The #1 New York Times bestselling author of A Man Called Ove returns with a dazzling, profound novel about a small town with a big dream—and the price required to make it come true.
People say Beartown is finished. A tiny community nestled deep in the forest, it is slowly losing ground to the ever encroaching trees. But down by the lake stands an old ice rink, built generations ago by the working men who founded this town. And in that ice rink is the reason people in Beartown believe tomorrow will be better than today. Their junior ice hockey team is about to compete in the national semi-finals, and they actually have a shot at winning. All the hopes and dreams of this place now rest on the shoulders of a handful of teenage boys.
Being responsible for the hopes of an entire town is a heavy burden, and the semi-final match is the catalyst for a violent act that will leave a young girl traumatized and a town in turmoil. Accusations are made and, like ripples on a pond, they travel through all of Beartown, leaving no resident unaffected.
Beartown explores the hopes that bring a small community together, the secrets that tear it apart, and the courage it takes for an individual to go against the grain.
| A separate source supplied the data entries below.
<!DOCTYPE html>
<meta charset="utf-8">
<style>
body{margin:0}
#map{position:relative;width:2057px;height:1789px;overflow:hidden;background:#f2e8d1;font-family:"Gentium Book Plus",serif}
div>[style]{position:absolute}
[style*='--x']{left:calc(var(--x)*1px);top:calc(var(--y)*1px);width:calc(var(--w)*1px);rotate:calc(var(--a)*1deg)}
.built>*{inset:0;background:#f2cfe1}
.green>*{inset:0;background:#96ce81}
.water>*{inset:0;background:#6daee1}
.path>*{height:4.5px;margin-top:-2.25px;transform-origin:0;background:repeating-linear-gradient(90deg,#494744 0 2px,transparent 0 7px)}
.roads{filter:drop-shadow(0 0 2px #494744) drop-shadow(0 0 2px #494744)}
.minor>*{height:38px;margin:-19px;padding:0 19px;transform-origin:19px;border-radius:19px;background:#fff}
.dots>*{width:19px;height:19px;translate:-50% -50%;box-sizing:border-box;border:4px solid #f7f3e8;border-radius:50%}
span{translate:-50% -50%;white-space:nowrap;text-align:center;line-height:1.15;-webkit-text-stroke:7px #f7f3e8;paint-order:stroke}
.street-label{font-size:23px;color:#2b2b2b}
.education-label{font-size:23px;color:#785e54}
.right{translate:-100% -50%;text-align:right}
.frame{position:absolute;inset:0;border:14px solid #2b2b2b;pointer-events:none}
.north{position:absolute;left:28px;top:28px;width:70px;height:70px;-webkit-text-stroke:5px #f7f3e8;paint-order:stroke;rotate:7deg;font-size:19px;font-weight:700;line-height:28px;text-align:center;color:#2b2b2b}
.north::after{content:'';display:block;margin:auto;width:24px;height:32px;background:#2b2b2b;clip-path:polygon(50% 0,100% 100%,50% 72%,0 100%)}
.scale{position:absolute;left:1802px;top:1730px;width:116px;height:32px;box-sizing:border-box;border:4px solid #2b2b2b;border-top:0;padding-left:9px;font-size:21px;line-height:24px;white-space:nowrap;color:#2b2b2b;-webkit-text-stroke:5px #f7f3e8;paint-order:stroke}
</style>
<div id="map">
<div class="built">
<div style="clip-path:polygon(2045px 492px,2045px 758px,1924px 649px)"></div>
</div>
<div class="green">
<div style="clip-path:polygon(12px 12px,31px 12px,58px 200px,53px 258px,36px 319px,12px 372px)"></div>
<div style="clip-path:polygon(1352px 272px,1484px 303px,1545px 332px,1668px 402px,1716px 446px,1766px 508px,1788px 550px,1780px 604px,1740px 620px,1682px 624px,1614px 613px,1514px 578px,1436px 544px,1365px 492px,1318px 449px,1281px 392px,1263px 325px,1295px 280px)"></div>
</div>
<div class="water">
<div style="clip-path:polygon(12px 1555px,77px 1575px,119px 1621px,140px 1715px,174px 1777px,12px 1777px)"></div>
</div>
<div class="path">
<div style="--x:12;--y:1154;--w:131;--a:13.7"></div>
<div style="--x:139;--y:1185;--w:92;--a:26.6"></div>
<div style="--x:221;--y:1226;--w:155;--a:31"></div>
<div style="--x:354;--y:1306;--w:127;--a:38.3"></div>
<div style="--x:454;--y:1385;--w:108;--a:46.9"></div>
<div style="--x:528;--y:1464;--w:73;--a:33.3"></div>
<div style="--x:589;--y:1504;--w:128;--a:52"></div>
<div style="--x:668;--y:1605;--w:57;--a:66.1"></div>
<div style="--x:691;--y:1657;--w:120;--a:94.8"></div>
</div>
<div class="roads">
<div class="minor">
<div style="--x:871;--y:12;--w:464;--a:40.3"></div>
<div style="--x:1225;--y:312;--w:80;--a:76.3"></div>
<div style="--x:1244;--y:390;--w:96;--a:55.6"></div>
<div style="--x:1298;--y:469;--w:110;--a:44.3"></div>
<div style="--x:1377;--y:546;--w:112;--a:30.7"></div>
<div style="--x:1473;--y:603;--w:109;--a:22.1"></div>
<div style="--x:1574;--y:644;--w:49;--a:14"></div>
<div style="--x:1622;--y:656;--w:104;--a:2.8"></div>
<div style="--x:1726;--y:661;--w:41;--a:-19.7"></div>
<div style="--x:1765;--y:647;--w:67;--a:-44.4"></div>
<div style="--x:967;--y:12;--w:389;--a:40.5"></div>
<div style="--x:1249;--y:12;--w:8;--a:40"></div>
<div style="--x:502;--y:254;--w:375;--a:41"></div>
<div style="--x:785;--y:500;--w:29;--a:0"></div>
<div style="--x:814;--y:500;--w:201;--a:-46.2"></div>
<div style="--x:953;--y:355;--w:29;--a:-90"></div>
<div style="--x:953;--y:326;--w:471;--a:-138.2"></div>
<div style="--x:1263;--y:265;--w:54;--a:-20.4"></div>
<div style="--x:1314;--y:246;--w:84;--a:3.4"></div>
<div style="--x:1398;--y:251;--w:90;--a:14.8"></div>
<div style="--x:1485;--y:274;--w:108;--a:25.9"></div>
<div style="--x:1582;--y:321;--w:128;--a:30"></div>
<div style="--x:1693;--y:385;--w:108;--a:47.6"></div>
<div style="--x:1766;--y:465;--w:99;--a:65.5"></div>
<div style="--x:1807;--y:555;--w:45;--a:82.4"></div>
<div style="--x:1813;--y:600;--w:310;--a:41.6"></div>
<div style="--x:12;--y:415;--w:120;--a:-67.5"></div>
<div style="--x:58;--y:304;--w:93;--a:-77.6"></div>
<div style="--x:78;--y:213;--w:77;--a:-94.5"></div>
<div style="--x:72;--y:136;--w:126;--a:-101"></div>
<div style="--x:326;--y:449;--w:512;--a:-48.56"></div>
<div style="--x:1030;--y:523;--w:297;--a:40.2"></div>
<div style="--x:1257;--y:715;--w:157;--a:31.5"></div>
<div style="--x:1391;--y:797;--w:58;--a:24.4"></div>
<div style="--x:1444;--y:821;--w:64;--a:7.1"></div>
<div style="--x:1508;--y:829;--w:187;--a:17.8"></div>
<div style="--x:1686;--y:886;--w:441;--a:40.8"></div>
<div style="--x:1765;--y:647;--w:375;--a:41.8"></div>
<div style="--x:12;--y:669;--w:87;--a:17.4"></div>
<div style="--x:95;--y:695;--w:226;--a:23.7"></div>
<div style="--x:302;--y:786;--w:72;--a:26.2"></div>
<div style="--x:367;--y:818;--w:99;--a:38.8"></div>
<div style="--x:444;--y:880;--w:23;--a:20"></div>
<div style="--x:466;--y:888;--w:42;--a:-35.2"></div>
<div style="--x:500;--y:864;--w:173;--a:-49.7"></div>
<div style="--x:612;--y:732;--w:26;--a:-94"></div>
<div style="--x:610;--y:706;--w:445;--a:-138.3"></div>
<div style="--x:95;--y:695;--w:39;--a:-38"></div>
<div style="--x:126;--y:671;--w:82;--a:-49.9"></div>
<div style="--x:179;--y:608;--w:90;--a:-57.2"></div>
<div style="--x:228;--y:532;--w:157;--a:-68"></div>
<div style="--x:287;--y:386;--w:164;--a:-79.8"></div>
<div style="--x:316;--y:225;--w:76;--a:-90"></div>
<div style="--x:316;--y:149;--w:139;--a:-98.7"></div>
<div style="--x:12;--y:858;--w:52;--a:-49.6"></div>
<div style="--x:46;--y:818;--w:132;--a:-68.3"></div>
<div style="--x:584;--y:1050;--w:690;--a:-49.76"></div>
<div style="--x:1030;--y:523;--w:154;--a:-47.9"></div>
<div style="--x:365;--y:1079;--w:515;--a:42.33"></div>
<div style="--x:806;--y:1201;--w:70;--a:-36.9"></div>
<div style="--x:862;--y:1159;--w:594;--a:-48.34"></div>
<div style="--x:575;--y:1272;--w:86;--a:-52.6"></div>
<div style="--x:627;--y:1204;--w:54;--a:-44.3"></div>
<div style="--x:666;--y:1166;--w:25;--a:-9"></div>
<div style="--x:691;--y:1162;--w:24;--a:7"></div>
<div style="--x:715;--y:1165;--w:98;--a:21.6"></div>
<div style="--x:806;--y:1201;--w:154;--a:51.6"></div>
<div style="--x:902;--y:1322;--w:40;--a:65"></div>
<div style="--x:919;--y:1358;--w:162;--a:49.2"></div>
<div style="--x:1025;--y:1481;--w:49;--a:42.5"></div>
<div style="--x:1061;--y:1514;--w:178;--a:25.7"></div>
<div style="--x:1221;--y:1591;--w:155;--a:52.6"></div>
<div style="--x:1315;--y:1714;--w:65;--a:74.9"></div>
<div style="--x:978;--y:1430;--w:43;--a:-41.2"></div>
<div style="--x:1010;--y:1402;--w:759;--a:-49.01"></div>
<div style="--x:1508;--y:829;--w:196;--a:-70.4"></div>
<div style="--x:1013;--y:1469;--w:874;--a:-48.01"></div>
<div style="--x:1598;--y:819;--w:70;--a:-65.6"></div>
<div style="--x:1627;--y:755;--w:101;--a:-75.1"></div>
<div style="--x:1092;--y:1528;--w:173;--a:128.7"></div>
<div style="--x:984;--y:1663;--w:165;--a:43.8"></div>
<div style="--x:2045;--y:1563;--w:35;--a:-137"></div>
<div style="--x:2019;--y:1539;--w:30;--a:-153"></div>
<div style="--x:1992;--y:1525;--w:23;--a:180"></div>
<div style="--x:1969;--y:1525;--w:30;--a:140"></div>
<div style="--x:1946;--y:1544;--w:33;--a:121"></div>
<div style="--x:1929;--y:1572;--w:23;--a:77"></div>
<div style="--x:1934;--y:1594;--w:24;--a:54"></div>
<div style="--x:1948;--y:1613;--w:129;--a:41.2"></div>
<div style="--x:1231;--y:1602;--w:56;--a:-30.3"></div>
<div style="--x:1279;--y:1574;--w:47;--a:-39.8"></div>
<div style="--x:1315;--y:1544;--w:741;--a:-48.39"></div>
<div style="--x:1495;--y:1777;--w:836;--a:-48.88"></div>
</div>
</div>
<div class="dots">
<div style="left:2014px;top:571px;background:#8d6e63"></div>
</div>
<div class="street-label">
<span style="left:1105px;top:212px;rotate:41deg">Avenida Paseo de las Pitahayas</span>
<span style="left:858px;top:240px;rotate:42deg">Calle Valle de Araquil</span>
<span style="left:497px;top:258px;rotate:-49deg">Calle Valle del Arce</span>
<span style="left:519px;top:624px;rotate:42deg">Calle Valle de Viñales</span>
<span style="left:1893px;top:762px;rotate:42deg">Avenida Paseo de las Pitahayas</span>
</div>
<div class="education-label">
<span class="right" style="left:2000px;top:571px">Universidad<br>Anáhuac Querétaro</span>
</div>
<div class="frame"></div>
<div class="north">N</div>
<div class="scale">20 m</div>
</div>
In this story of a small forest town, Fredrik Backman has found the entire world.
Backman has really gone and done it again with this heart-wrenching novel that has characters that will resonate with all readers.
"Why does anybody care about hockey? Because it tells stories." I was a little apprehensive when I realised that this book would revolve around hockey; however, some of the characters in this book were apprehensive when they realised that they were living in a town where the world revolved around hockey. There's a character for everyone here.
Only about a quarter of the way through I had realised that I was reading a gorgeous depiction of what it meant to be a parent, especially to be a mother. A striking scene was one mother counting her children at night, remembering to include the one that was in heaven. Little did I realise how much more intense it would get before the end.
The myriad of characters in this book was absolutely delightful and while I am normally horrid at remembering a main character's name, I kept everyone in this book straight because they were all so distinctly important and memorable. Benji was definitely my favourite but in their own ways they all had really sweet or interesting aspects to them.
This tells such an important tale about people's priorities and the way that they will see certain events. It battles a huge topic but depicts it with thoughtful accuracy. It portrayed the reasoning behind these perspectives without ever justifying them. The ultimate ending was interpretive yet satisfying.
I loved this book mainly for its class commentary and for the way it depicted hope, trust in adult figures, and the way that kids are forced to grow up. This is a must-read.
This is Backman's best work yet and is ever so important.
I received a free copy of this book in exchange for an honest review.